This was a cross-sectional observational study conducted from June 2021 to April 2022; the phenomena of major polypharmacy (six to nine medications) and excessive polypharmacy (≥10 medications) were documented among 33 (15 males and 18 females) COVID-19 patients with cytokine storm during their hospital stay (8-45 days) in Duhok, Kurdistan Region, Iraq. The SwissTargetPrediction program was utilized in silico to predict and identify human body proteins that could be potentially targeted by selected medications involved in polypharmacy.

Results

All patients had tested positive for COVID-19 via PCR testing, and they showed different signs and symptoms of the disease. None of the patients recovered and all of them deceased. All 33 patients received many therapeutic agents that ranged in number from eight to 20/patient during their hospital stay. The mean number of medications was 15 ± 3. We identified 2/33 (6%) patients with major polypharmacy (eight and nine) and 31/33 (94%) with excessive polypharmacy (15.5 ± 2.7). The total number of medications identified in polypharmacy was 37, excluding vitamins, minerals, and intravenous solutions. The frequency of medications administered was as follows: antibiotics (67, 13.7%), mucolytic agents (56, 11.5%), corticosteroids (54, 11%), anticoagulants (48, 9.8%), antiviral agents (41, 8.4%), antihypertensive agents (32, 6.5%), analgesics (28, 5.7%), antifungal drugs (27, 5.5%), antidiabetics (26, 5.3%), and other medications (2-19, 0.41-3.9%). Using the SwissTargetPrediction program, various drugs including antiviral agents involved in polypharmacy were found to target, in silico, body proteins at a prediction percentage that ranged from 6.7% to 40%.

Conclusions

Major and extensive polypharmacy conditions were identified in hospitalized COVID-19 patients suffering from cytokine storm. The severity of COVID-19 with cytokine storm, comorbidities, and hospitalization were key factors associated with polypharmacy in the patients. The SwissTargetPrediction web server is useful for predicting in silico potential human body protein targets that could possibly be sources of additional information on the adverse/toxic effects of polypharmacy medications administered concurrently. Further research in current medication protocols prescribed for advanced COVID-19 illness with cytokine storm is warranted to gain deeper insights into the topic.

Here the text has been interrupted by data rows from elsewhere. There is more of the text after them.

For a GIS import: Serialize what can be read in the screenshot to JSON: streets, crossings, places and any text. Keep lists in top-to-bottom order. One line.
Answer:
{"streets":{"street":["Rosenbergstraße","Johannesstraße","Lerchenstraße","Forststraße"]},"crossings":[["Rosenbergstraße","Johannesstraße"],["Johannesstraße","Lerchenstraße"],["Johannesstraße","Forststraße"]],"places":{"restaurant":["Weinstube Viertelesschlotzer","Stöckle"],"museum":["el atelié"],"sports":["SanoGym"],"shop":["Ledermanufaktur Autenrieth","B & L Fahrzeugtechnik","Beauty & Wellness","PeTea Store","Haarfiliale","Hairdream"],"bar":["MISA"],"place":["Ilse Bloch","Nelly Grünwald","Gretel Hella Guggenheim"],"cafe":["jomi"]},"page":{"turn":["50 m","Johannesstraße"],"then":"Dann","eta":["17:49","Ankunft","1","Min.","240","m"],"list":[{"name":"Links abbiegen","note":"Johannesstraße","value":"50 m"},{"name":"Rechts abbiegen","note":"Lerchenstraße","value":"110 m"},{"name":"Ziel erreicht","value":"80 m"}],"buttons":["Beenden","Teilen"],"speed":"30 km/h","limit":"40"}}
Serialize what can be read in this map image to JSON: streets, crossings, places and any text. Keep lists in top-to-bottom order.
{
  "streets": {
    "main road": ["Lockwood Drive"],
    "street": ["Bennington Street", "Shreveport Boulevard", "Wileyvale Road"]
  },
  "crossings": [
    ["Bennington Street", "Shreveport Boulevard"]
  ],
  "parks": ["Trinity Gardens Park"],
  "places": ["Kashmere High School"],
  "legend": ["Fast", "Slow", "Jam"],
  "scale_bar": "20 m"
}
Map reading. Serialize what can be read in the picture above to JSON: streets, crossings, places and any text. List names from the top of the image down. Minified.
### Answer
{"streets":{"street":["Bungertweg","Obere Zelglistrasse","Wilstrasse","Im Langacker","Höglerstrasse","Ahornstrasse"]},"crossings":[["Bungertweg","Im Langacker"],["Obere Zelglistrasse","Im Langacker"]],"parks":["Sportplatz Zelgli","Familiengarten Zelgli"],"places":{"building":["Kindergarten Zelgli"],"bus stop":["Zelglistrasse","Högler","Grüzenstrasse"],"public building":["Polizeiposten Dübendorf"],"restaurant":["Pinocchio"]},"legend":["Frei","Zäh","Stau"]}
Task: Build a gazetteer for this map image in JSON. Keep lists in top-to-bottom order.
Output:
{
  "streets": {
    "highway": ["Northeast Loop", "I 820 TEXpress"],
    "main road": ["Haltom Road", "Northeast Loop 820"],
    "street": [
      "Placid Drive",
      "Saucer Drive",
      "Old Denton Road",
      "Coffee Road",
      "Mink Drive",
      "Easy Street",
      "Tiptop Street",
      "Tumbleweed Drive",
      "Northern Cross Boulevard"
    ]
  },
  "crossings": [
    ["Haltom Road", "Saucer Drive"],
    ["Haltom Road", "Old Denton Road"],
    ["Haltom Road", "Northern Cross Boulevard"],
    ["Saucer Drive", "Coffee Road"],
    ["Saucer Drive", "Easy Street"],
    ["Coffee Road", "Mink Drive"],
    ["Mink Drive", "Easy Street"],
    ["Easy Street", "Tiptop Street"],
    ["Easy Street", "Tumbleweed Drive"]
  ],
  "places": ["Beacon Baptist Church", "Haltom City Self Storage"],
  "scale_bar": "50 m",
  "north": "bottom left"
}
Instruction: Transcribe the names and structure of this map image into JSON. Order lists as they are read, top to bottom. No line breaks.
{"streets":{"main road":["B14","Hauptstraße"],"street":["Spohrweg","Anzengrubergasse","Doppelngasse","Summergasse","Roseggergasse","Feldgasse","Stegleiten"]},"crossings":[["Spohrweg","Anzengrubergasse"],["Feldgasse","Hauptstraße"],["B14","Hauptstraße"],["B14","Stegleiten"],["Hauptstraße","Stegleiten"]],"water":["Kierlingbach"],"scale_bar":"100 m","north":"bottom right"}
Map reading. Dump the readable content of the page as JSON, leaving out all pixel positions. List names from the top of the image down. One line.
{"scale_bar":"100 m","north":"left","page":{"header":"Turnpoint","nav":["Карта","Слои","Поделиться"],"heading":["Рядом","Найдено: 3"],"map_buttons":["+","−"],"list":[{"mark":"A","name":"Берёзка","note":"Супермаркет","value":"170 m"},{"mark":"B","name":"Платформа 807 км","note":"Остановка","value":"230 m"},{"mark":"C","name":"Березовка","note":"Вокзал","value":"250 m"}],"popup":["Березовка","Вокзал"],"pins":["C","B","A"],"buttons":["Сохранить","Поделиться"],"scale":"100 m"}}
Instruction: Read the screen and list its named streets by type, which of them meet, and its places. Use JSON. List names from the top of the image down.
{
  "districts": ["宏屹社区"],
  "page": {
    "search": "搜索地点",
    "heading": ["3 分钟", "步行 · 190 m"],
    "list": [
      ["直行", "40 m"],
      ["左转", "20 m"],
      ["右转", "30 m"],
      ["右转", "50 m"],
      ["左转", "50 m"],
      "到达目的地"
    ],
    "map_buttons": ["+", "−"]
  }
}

Keywords: target proteins, cytokine, extensive polypharmacy, multiple medications, coronavirus, sars-cov-2

Introduction

The coronavirus disease 2019 (COVID-19) pandemic, caused by severe acute respiratory syndrome coronavirus 2 (SARS‑CoV‑2), has led to a significant global health crisis [1-3]. While the disease primarily affects the respiratory system, it could also lead to dysfunction in several organ systems, including the heart, liver, kidneys, and immune system [1-3]. This contributed to significant morbidity and the loss of millions of lives worldwide [1-4]. In severe forms of the disease, COVID-19 patients can experience an overwhelming cytokine storm [5,6]. This condition of systemic hyperinflammation is characterized by an increase in the release of chemokines and cytokines, including interleukins such as interleukine-1 and interleukine-6, interferons, tumor necrosis factor, colony-stimulating factors, the chemokine family, and growth factors [5,6]. Subsequently, the cytokine storm contributes to systemic deterioration and toxicity, disrupting the tricarboxylic acid cycle in various organ systems of COVID-19 patients [6,7]. The deterioration of COVID-19 cases involved with cytokine storm increases the demand for multiple medications and subjects the patients to polypharmacy, which might worsen the situation even more and potentially induce drug-drug interactions [8-12].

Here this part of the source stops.